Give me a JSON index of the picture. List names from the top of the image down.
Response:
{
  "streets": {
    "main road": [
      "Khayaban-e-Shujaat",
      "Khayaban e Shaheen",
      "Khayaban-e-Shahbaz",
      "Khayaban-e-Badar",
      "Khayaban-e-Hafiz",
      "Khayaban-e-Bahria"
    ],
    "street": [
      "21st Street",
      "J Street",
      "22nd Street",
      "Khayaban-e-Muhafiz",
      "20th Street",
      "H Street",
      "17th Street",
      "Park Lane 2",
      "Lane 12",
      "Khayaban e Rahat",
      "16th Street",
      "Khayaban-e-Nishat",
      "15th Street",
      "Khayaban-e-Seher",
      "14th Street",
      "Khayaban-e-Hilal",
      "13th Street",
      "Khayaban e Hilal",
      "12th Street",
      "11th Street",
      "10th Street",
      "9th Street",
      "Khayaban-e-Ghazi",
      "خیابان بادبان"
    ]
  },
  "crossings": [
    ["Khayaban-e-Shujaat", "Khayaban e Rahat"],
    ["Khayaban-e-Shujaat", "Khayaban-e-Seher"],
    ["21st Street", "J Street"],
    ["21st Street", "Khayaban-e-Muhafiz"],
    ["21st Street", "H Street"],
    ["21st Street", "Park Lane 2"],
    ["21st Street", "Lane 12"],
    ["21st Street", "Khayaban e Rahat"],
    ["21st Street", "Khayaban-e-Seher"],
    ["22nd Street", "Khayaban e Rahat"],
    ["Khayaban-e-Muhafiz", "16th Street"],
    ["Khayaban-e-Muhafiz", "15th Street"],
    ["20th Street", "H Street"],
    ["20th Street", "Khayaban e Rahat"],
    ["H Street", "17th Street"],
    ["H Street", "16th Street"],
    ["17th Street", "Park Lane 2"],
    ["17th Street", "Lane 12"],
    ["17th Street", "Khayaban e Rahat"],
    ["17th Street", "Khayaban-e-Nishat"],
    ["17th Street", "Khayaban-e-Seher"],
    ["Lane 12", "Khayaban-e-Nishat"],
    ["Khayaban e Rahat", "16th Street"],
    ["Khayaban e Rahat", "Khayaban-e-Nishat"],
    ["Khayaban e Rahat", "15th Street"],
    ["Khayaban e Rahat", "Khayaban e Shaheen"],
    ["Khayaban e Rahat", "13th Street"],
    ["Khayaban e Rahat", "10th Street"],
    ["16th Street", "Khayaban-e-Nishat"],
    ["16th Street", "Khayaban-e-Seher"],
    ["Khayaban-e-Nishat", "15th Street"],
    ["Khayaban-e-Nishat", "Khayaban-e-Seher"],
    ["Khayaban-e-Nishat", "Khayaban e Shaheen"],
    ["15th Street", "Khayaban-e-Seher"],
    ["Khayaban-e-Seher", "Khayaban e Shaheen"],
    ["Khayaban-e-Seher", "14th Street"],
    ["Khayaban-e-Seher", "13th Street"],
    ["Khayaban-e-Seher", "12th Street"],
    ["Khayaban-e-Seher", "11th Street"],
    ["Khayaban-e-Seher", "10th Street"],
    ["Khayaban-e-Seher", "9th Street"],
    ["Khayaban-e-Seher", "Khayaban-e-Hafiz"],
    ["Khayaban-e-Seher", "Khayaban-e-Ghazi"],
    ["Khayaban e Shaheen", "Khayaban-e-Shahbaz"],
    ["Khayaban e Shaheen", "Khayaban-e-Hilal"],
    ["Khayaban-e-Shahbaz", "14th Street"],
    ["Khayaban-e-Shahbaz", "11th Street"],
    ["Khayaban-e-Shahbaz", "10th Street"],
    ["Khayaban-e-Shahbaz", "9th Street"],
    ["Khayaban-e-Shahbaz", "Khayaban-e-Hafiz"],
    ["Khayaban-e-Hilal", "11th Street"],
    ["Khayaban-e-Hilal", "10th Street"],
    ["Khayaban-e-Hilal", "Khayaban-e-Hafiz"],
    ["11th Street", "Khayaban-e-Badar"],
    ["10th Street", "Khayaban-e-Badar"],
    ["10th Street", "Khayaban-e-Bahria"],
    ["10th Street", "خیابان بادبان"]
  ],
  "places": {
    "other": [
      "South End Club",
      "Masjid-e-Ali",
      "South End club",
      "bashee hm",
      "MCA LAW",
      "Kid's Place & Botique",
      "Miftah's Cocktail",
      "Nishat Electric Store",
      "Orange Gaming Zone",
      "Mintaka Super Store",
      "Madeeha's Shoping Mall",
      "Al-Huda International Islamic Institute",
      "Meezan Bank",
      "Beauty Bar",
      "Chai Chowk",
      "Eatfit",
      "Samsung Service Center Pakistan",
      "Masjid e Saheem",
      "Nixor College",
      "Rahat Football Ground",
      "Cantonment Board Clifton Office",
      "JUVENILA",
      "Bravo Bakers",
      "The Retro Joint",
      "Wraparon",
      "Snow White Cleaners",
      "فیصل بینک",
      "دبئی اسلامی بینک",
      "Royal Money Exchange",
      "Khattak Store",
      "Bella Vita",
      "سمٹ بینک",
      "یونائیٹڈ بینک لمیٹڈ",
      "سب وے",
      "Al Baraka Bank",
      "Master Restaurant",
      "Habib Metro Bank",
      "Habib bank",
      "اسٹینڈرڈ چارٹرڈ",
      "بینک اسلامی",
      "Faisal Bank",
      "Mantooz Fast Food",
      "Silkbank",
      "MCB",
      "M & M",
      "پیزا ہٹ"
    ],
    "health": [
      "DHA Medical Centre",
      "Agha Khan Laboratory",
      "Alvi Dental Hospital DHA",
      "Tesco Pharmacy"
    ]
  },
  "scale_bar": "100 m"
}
***
# WHAT THE TASK REQUIRES
Using the data above, say how many lines include "Store". No other reply is needed.

# WRITTEN RESPONSE
3